Le front Kenya-Ouganda-Tanzanie veut également demander aux manifestants de "cesser leur mouvement". Ce front, qui rejoint les positions du président Nkurunziza, laisserait isolé le Rwanda, dont le président Paul Kagame a ouvertement appelé son homologue burundais à quitter le pouvoir.
- "Jusqu'à ce qu'il parte" -
Les meneurs de la contestation burundaise - opposition et société civile - n'ont pas été invités au sommet, et Pacifique Nininahazwe, un dirigeant du "Collectif contre un 3e mandat", a d'ores et déjà rejeté tout autre résultat qu'une injonction du sommet à M. Nkurunziza de renoncer.
"Il faut que les chefs d'Etat donnent un message direct à Nkurunziza (...): que son peuple en a marre", a déclaré M. Nininahazwe à l'AFP.

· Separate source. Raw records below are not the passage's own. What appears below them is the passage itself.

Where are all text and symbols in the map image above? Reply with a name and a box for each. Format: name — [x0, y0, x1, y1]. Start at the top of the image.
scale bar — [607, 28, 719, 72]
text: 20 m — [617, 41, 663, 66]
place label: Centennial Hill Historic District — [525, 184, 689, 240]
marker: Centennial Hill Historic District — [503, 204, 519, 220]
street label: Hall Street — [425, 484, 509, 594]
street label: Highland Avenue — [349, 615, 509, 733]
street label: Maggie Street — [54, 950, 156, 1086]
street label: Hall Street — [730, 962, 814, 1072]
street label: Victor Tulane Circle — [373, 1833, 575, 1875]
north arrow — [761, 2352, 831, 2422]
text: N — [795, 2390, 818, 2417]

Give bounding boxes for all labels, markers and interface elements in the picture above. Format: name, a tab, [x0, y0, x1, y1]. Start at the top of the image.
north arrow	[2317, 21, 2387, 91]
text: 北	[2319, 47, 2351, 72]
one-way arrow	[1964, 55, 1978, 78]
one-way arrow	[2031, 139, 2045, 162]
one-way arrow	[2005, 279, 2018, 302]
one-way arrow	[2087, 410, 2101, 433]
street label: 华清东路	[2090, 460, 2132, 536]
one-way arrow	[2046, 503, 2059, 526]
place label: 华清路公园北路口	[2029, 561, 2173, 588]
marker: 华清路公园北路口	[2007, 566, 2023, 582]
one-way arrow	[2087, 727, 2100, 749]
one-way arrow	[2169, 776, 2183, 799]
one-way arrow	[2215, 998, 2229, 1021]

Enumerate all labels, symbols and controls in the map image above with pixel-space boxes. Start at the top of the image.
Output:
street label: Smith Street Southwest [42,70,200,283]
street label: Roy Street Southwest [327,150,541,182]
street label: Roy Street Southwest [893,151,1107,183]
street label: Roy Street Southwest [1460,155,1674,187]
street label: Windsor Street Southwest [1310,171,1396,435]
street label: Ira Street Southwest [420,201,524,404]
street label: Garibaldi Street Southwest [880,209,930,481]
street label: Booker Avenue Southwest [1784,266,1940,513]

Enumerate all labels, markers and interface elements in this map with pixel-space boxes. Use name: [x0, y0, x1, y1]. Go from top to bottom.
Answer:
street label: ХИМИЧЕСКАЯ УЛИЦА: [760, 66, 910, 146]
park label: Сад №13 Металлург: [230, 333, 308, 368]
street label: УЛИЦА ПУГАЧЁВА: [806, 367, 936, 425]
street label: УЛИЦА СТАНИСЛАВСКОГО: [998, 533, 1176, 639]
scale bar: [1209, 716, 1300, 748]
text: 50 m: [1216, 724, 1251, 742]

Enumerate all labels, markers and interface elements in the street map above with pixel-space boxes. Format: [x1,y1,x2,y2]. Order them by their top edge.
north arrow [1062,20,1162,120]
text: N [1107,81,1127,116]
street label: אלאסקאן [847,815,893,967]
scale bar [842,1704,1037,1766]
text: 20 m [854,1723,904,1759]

Toute autre décision "ne nous engagera pas car nous n'avons pas été invités à ce sommet pour expliquer notre position (...) nous allons continuer de manifester jusqu'à ce qu'il (Nkurunziza) parte", a-t-il ajouté.
Pour l'ex-président burundais de transition (2003-2005) Domitien Ndayizeye, candidat à la présidentielle du 26 juin, les présidents de l'EAC "doivent dire au président Nkurunziza de ne pas se représenter".
Ils "n'ont pas d'autre choix à moins de se trahir. Comment pourraient-il aller contre l'Accord d'Arusha qu'ils ont eux-mêmes parrainé'", a estimé M. Ndayizeye, en référence au texte dont la signature en 2000 dans cette ville du nord de la Tanzanie a ouvert la voie à la fin de la guerre civile.
Cet accord, sur lequel est basé la Constitution et qui a posé les bases des institutions burundaises actuelles en consacrant un système de partage du pouvoir entre hutu et tutsi, limite clairement à deux le nombre de mandats qu'un président peut exercer.
Mais Willy Nyamitwe, conseiller en communication du président Nkurunziza, a écarté tout renoncement du chef de l'Etat et tout report du calendrier électoral réclamé par la communauté internationale, Etats-Unis et Union européenne en tête.
"Nous attendons de ce sommet une prise de position en faveur de la paix, de la sécurité et de la continuité du processus électoral", a-t-il indiqué à l'AFP. "Comment est-ce que les chefs d'Etat pourraient remettre en cause la candidature du président Nkurunziza'"
Il "est le candidat du Cndd-FDD (son parti) et les militants de ce parti ont le droit de choisir leur candidat, tant que la loi burundaise est respectée", a-t-il ajouté.
A Bujumbura, des manifestants se rassemblaient et commençaient à défiler mercredi, comme ils le font quasiment quotidiennement depuis le 26 avril, dans les quartiers périphériques où la police les bloque pour les empêcher de converger vers le centre-ville. Les violences autour du mouvement de contestation ont déjà fait une vingtaine de morts.